U.S. Solicitor General Donald Verrilli reflected Wednesday on LGBT progress in the past year and his own efforts in arguing on behalf of same-sex marriage before the U.S. Supreme Court.
The attorney responsible for representing the U.S. government before the Supreme Court made the remarks in front of attorneys and law enforcement officials attending a Pride event at the Justice Department.
Two months after oral arguments before the Supreme Court in which he argued on behalf of the Obama administration, Verrilli said it’s “moving” to take part in a Pride event at the Justice Department and be near a potential Supreme Court decision in favor of same-sex marriage across the country. A decision in the case is expected this month.
“It is moving to reflect on the many courageous actions that our leadership has taken, particularly when you think of how much of the historical discrimination against gay and lesbian people that the federal government was actually responsible for,” Verrilli said. “It is moving, amazing really, to think that we are actually awaiting a definitive judgment from the Supreme Court on the question of whether gay and lesbian couples have an equal right to participate in the institution of marriage.”
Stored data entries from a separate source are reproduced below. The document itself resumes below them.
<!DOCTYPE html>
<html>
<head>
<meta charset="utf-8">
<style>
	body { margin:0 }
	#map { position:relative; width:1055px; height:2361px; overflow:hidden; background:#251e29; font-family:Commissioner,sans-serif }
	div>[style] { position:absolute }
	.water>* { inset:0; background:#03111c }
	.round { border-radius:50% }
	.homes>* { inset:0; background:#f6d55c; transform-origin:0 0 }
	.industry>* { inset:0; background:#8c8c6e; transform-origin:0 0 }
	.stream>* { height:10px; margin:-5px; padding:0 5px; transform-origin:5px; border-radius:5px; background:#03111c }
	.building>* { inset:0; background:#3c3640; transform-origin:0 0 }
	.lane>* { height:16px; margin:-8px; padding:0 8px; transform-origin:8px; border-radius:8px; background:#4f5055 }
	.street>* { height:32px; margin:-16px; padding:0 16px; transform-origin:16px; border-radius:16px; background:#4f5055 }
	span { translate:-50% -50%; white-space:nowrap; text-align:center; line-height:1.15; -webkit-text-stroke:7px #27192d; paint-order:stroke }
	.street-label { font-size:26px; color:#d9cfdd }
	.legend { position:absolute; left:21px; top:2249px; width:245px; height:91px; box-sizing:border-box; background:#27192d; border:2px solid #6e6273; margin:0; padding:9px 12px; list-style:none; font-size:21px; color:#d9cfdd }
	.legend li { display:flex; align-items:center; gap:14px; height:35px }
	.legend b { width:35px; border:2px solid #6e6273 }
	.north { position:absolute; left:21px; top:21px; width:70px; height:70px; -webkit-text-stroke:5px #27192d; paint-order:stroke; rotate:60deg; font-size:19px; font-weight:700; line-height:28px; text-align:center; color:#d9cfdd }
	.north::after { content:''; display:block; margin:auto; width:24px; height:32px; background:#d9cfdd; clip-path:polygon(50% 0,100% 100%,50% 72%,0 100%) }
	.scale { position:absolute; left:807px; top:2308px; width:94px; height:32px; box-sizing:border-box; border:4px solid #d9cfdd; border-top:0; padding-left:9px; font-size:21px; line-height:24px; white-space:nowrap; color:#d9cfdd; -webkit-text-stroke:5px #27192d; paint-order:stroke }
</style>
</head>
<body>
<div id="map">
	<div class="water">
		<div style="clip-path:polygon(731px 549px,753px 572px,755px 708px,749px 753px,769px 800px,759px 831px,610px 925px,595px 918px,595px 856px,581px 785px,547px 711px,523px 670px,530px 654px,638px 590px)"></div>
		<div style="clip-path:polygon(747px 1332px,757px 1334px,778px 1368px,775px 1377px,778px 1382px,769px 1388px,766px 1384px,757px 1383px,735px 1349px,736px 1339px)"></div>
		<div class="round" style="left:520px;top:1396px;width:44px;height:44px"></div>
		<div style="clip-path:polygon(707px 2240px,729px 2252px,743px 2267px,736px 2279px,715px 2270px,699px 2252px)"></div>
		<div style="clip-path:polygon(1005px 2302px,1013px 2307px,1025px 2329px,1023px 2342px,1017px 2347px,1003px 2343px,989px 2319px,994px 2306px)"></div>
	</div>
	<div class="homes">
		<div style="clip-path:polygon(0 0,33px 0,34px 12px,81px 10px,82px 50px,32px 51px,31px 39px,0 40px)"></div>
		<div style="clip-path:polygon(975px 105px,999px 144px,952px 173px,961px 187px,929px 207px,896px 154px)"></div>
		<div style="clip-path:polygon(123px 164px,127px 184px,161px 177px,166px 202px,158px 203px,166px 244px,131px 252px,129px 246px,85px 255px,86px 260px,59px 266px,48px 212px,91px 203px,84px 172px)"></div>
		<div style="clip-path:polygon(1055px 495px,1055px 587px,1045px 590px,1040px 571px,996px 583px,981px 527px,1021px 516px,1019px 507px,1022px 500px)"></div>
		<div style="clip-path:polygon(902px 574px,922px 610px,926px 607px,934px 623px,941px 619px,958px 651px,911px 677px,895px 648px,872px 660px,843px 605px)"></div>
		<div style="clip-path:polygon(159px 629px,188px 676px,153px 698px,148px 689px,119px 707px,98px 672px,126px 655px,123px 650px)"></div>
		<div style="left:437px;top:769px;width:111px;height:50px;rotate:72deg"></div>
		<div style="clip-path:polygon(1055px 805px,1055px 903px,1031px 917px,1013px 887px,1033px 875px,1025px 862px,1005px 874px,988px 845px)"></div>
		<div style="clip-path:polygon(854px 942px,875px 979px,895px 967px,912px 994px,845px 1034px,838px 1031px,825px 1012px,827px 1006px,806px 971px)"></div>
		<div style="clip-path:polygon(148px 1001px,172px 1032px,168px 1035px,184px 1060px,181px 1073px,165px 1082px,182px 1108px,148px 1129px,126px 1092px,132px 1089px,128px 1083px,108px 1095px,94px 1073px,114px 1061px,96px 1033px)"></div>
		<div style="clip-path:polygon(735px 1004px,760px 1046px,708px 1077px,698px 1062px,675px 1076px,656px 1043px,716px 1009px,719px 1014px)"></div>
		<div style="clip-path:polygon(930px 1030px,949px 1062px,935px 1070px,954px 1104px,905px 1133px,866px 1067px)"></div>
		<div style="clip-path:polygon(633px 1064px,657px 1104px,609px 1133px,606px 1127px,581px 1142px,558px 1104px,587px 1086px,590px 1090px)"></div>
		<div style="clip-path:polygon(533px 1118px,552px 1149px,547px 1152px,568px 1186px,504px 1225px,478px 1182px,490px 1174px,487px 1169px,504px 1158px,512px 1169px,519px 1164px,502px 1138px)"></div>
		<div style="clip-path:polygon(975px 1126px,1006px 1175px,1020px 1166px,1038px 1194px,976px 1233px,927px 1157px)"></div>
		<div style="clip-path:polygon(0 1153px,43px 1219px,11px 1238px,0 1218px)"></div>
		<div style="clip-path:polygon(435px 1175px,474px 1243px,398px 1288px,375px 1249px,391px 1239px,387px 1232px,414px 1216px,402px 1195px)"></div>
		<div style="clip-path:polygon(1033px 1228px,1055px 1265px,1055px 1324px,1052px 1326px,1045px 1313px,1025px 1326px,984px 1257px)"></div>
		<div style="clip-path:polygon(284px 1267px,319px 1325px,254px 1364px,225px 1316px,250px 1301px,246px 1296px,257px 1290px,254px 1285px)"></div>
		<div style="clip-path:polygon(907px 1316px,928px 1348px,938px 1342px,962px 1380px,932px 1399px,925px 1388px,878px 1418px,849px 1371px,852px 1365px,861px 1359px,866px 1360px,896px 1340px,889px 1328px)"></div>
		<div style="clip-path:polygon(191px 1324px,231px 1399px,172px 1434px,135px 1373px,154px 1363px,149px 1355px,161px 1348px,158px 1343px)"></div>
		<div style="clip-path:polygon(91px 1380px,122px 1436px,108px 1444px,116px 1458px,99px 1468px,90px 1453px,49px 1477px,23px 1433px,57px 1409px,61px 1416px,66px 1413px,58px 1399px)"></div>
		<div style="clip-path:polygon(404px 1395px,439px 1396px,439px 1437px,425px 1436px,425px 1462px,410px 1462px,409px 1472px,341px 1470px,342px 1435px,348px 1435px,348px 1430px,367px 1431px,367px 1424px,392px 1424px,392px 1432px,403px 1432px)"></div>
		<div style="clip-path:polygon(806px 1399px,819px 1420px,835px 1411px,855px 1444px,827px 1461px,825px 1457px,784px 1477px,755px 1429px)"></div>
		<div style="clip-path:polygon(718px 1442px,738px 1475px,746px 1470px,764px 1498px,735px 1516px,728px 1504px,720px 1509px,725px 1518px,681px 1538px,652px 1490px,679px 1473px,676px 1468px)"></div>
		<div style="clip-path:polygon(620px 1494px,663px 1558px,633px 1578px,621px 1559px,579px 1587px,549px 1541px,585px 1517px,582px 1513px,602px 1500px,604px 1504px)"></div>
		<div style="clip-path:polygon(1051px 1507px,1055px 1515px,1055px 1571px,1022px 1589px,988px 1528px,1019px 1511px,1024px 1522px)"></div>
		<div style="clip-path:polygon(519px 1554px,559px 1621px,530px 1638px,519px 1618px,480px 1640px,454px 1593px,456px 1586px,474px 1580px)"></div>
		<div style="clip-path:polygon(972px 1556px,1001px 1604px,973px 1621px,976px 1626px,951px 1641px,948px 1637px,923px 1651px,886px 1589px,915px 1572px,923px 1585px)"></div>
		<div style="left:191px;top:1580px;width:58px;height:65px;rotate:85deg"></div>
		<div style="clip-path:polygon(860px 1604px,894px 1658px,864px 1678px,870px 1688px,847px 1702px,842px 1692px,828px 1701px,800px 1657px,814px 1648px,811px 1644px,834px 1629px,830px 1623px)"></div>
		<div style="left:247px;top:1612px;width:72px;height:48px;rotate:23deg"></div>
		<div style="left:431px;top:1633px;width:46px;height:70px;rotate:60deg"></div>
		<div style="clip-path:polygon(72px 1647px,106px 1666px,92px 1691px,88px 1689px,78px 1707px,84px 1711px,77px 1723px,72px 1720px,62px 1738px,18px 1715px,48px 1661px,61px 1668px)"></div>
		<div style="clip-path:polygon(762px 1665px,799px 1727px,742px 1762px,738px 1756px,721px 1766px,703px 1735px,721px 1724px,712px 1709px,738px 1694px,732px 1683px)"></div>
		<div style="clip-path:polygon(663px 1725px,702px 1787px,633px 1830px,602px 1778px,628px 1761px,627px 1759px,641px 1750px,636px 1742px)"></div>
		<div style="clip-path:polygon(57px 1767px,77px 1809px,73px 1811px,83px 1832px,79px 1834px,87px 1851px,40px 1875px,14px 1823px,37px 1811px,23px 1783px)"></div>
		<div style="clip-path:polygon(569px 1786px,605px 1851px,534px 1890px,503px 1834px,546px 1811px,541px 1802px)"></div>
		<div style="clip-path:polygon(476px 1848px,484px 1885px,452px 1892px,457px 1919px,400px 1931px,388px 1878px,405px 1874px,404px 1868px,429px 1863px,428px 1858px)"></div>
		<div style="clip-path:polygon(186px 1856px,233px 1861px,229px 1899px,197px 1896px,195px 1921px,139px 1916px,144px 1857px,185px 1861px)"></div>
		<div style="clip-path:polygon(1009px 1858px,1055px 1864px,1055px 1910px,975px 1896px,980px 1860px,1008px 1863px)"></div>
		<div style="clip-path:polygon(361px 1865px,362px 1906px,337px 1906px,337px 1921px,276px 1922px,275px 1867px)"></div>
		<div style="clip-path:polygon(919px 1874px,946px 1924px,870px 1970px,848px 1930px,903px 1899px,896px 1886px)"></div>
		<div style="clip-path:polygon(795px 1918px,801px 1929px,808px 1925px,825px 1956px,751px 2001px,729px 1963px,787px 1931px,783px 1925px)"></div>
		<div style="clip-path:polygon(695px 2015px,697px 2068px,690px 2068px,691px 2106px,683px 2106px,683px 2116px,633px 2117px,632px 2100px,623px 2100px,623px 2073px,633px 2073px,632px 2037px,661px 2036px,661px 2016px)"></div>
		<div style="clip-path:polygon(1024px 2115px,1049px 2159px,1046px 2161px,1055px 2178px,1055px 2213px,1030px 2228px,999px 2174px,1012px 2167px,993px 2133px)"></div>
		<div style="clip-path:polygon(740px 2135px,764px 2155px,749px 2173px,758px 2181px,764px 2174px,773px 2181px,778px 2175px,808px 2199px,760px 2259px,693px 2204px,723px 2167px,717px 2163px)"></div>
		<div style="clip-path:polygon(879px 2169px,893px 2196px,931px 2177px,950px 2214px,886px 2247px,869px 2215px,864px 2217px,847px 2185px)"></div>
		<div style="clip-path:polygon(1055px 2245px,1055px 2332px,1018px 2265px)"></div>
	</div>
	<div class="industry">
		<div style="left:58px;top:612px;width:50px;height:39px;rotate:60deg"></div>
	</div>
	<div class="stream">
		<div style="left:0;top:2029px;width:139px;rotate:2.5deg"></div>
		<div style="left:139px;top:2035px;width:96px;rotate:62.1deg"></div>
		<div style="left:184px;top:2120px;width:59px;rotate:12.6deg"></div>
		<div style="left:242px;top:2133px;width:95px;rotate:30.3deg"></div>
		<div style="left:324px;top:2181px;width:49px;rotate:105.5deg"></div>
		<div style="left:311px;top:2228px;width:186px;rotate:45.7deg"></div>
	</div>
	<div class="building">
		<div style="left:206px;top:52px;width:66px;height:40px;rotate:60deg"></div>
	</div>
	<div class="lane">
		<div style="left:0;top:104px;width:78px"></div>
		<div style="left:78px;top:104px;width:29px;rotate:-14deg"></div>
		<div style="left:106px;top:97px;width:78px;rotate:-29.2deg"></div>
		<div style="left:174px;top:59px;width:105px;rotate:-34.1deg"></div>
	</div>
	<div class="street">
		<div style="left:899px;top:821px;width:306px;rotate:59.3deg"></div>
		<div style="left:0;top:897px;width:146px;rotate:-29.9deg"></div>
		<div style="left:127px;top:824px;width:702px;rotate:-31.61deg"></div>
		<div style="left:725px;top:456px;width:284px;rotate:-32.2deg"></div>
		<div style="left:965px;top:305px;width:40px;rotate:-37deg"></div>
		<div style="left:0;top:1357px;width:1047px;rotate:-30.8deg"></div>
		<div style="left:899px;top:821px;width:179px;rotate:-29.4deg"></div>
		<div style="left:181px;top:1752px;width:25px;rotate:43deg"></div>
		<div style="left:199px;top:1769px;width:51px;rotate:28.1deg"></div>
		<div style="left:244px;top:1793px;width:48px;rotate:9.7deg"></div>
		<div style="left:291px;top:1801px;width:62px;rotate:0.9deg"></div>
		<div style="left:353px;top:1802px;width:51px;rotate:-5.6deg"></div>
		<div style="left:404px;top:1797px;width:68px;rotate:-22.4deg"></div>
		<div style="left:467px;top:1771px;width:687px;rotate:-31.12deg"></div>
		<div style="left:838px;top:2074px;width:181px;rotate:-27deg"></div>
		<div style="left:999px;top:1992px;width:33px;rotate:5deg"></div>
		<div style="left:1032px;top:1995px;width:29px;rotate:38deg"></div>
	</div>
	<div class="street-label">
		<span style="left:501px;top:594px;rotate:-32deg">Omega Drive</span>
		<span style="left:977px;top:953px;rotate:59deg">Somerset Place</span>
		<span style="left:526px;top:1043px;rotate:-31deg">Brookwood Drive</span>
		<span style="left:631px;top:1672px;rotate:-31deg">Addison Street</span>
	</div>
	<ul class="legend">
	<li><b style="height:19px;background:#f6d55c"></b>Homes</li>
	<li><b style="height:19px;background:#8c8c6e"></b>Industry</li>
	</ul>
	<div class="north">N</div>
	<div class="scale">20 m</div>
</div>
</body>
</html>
Verrilli said the “argument against equality really does seem, well, untenable” and equal rights for LGBT people are assured in the long run regardless of what the U.S. Supreme Court decides.
“We don’t know what the Supreme Court will rule when it announces its decision in the marriage cases later this month,” Verrilli said. “We hope, but we don’t know. What we do know for certain is our country is forever changed, immeasurably for the better, by your work and so many lives lived with integrity and courage and character.”
On April 28, Verrilli delivered oral arguments before the Supreme Court in the pending litigation, arguing state prohibitions on same-sex marriage are unconstitutional.
“Gay and lesbian people are equal,” Verrilli said at the time. “They deserve equal protection of the laws, and they deserve it now.”
Also speaking at the event was Sheila Alexander-Reid, director of LGBTQ Affairs for D.C. Mayor Muriel Bowser. Among other things, she talked about the need to structure government services, such as health care, to ensure they reach LGBT families.
“This diversity of experience presents us with the challenge…to end the assumption that LGBT people aren’t facing the same challenges or…the same concerns as those who are not LGBTQ identified,” Alexander-Reid said.
John Elias, president of the LGBT affinity group DOJ Pride, told the Blade he felt “privileged” to have Verrilli attend the event after speaking out on behalf of marriage equality before the Supreme Court.
“I think he’s been a very effective advocate and I also appreciated how personal it was to him, hearing his remarks on stage, talking about the LGBT individuals he’s personally known,” Elias said.
Also at the event, the Gerald B. Roemer Community Service Award for outstanding contributions to the LGBT community was given to Verrilli and acting Associate Attorney General Stuart Delery, who led the effort to expand marriage benefits to married same-sex couples in the wake of the Supreme Court decision against the Defense of Marriage Act.
Sharon McGowan, deputy chief for the appellate section of the civil rights division, was given the James R. Douglas Award for efforts contributing to the work-life for LGBT employees at the Justice Department.